Collected data entries
────────────────────────────────────────

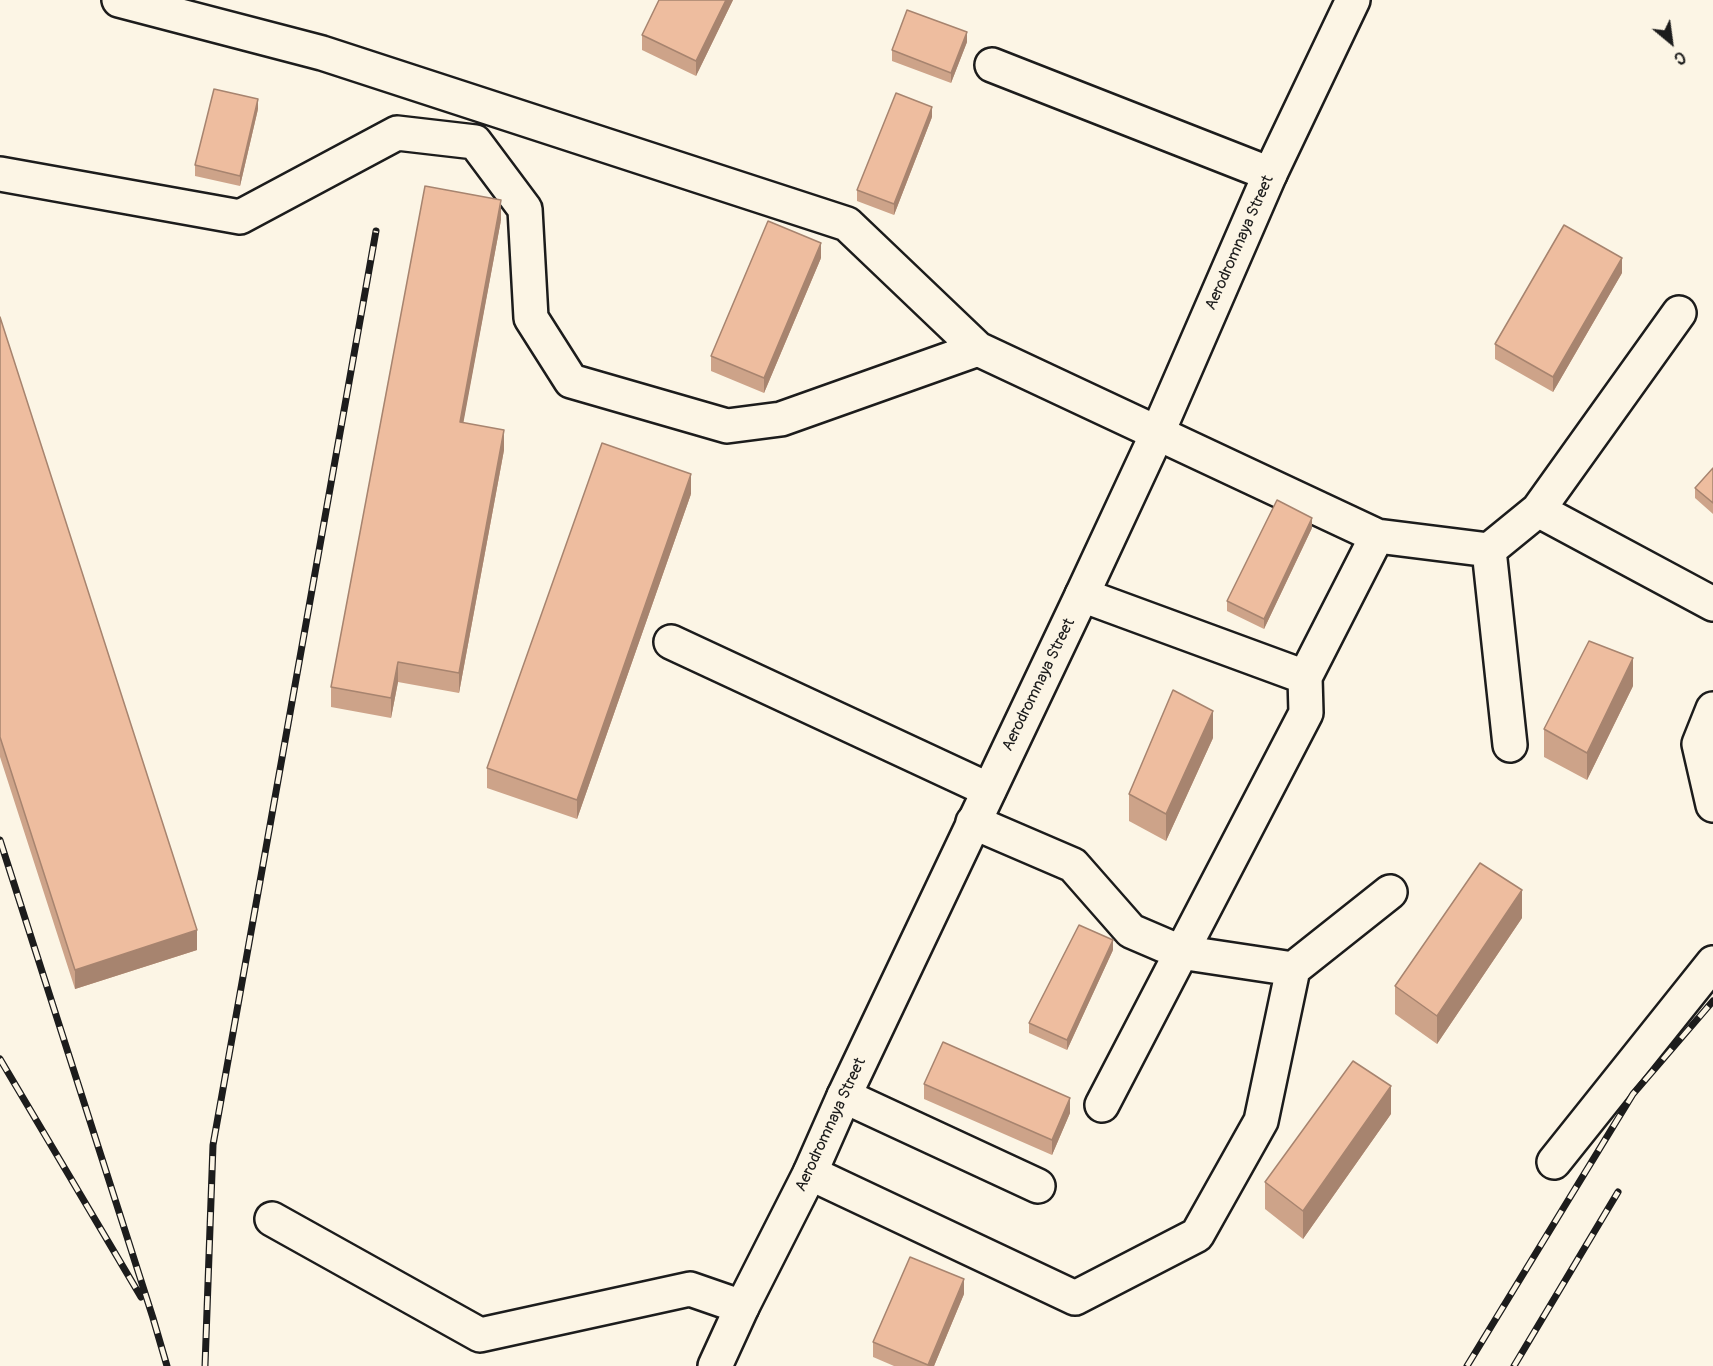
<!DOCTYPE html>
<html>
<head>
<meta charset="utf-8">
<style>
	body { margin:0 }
	#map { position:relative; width:1713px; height:1366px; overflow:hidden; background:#fcf5e5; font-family:Pangolin,sans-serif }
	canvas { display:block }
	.north { position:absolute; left:1641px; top:12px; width:60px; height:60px; -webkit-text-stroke:4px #fcf5e5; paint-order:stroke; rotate:151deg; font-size:16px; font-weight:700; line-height:24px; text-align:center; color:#1c1c1c }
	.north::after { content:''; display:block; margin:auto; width:21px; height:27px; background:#1c1c1c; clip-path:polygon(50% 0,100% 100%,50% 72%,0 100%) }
</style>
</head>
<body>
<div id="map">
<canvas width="1713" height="1366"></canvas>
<div class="north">С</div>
</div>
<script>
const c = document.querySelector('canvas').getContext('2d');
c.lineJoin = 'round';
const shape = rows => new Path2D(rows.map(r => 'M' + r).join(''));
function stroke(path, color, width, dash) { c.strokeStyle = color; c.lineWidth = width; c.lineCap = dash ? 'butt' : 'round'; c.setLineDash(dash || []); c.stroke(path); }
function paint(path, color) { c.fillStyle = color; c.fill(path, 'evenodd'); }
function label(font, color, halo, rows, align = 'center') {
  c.font = font + ' Pangolin,sans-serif'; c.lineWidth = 4.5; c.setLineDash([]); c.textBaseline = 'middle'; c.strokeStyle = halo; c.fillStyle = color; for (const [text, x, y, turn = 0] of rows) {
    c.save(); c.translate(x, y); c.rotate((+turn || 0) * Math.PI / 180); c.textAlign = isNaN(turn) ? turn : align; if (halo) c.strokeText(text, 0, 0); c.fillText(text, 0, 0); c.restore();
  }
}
const minor = shape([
	[119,0,322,53,847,224,978,349,1377,536,1489,550,1538,510,1713,604],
	[992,65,1270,174],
	[0,174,240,217,397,133,475,142,525,209,531,318,571,381,727,426,781,419,978,349],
	[1538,510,1679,313],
	[1489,550,1510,745],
	[1082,595,1305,677,1306,713,1102,1105],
	[671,642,989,790],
	[1305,677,1377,536],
	[1713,709,1699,744,1713,805],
	[973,822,1073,865,1131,931,1180,952,1293,969,1390,892],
	[844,1096,1038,1186],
	[1554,1162,1713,963],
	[810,1173,1075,1298,1197,1235,1261,1121,1293,969],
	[272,1219,480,1335,690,1289,742,1307]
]);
const major = shape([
	[715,1366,742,1307,810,1173,844,1096,1082,595,1157,434,1270,174,1353,0]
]);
stroke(minor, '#1c1c1c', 38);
stroke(major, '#1c1c1c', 38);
stroke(minor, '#fcf5e5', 33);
stroke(major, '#fcf5e5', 33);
const rail = shape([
	[0,840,153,1318,167,1366],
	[0,1059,141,1297],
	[205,1366,213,1145,376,231],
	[1467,1366,1633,1094,1713,1001],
	[1514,1366,1618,1192]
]);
stroke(rail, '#1c1c1c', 7);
stroke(rail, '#fcf5e5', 4.5, [14]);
paint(shape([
	[659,0,733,0,696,76,642,50,642,35],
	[967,42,951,83,892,61,892,50],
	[258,109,240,186,195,176,195,165],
	[932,117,894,215,857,201,857,190],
	[501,220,463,422,504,450,459,693,398,682,391,718,331,707,331,687],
	[821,258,764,393,711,371,711,356],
	[1622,273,1553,392,1495,359,1495,344],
	[0,317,197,950,75,989,0,757],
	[1713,468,1713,514,1695,498,1695,488],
	[691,494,577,819,487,788,487,768],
	[1312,528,1264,629,1227,611,1227,601],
	[1633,686,1587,780,1544,757,1544,729],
	[1213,738,1166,841,1129,821,1129,794],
	[1522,918,1437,1044,1395,1014,1395,986],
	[1113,950,1067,1050,1029,1033,1029,1023],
	[924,1084,1070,1113,1052,1155,924,1099],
	[1391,1114,1303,1239,1265,1209,1265,1182],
	[964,1294,934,1366,894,1366,873,1357,873,1342]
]), '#cda389');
paint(shape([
	[726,0,733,0,696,76,696,61],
	[967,32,967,42,951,83,951,73],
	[258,99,258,109,240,186,240,176],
	[932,107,932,117,894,215,894,204],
	[501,200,501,220,460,441,460,422],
	[821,243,821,258,764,393,764,378],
	[1622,258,1622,273,1553,392,1553,377],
	[504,430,504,450,459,693,459,673],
	[691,474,691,494,577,819,577,800],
	[1312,518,1312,528,1264,629,1264,619],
	[1633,658,1633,686,1587,780,1587,753],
	[398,662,398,682,391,718,391,698],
	[1213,711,1213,738,1166,841,1166,814],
	[1522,890,1522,918,1437,1044,1437,1016],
	[197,930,197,950,75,989,75,970],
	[1113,940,1113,950,1067,1050,1067,1040],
	[1391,1086,1391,1114,1303,1239,1303,1211],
	[1070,1098,1070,1113,1052,1155,1052,1140],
	[964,1279,964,1294,934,1366,928,1366]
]), '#a7846f');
const building = shape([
	[659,0,726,0,696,61,642,35,659,0],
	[907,10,967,32,951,73,892,50,907,10],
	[214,89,258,99,240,176,195,165,214,89],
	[896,93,932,107,894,204,857,190,896,93],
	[425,186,501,200,460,422,504,430,459,673,398,662,391,698,331,687,425,186],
	[768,221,821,243,764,378,711,356,768,221],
	[1564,225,1622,258,1553,377,1495,344,1564,225],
	[0,317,197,930,75,970,0,737,0,317],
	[602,443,691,474,577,800,487,768,602,443],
	[1713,468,1713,503,1695,488,1713,468],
	[1277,500,1312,518,1264,619,1227,601,1277,500],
	[1589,641,1633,658,1587,753,1544,729,1589,641],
	[1173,690,1213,711,1166,814,1129,794,1173,690],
	[1480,863,1522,890,1437,1016,1395,986,1480,863],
	[1079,925,1113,940,1067,1040,1029,1023,1079,925],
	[943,1042,1070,1098,1052,1140,924,1084,943,1042],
	[1353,1061,1391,1086,1303,1211,1265,1182,1353,1061],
	[910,1257,964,1279,928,1365,873,1342,910,1257]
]);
paint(building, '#eebd9f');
stroke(building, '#a7846f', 1.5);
label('16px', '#1c1c1c', '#fcf5e5', [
	["Aerodromnaya Street",1240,243,-66],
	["Aerodromnaya Street",1039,685,-64],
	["Aerodromnaya Street",831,1125,-65]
]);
</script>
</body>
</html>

────────────────────────────────────────

WORK INSTRUCTIONS :: The answer should contain only the lines from the start of the records above through the line with "[272,1219,480,1335,690,1289,742,1307]", copied exactly, and no pictures.

ANSWER FOR THIS EXERCISE ::
<!DOCTYPE html>
<html>
<head>
<meta charset="utf-8">
<style>
	body { margin:0 }
	#map { position:relative; width:1713px; height:1366px; overflow:hidden; background:#fcf5e5; font-family:Pangolin,sans-serif }
	canvas { display:block }
	.north { position:absolute; left:1641px; top:12px; width:60px; height:60px; -webkit-text-stroke:4px #fcf5e5; paint-order:stroke; rotate:151deg; font-size:16px; font-weight:700; line-height:24px; text-align:center; color:#1c1c1c }
	.north::after { content:''; display:block; margin:auto; width:21px; height:27px; background:#1c1c1c; clip-path:polygon(50% 0,100% 100%,50% 72%,0 100%) }
</style>
</head>
<body>
<div id="map">
<canvas width="1713" height="1366"></canvas>
<div class="north">С</div>
</div>
<script>
const c = document.querySelector('canvas').getContext('2d');
c.lineJoin = 'round';
const shape = rows => new Path2D(rows.map(r => 'M' + r).join(''));
function stroke(path, color, width, dash) { c.strokeStyle = color; c.lineWidth = width; c.lineCap = dash ? 'butt' : 'round'; c.setLineDash(dash || []); c.stroke(path); }
function paint(path, color) { c.fillStyle = color; c.fill(path, 'evenodd'); }
function label(font, color, halo, rows, align = 'center') {
  c.font = font + ' Pangolin,sans-serif'; c.lineWidth = 4.5; c.setLineDash([]); c.textBaseline = 'middle'; c.strokeStyle = halo; c.fillStyle = color; for (const [text, x, y, turn = 0] of rows) {
    c.save(); c.translate(x, y); c.rotate((+turn || 0) * Math.PI / 180); c.textAlign = isNaN(turn) ? turn : align; if (halo) c.strokeText(text, 0, 0); c.fillText(text, 0, 0); c.restore();
  }
}
const minor = shape([
	[119,0,322,53,847,224,978,349,1377,536,1489,550,1538,510,1713,604],
	[992,65,1270,174],
	[0,174,240,217,397,133,475,142,525,209,531,318,571,381,727,426,781,419,978,349],
	[1538,510,1679,313],
	[1489,550,1510,745],
	[1082,595,1305,677,1306,713,1102,1105],
	[671,642,989,790],
	[1305,677,1377,536],
	[1713,709,1699,744,1713,805],
	[973,822,1073,865,1131,931,1180,952,1293,969,1390,892],
	[844,1096,1038,1186],
	[1554,1162,1713,963],
	[810,1173,1075,1298,1197,1235,1261,1121,1293,969],
	[272,1219,480,1335,690,1289,742,1307]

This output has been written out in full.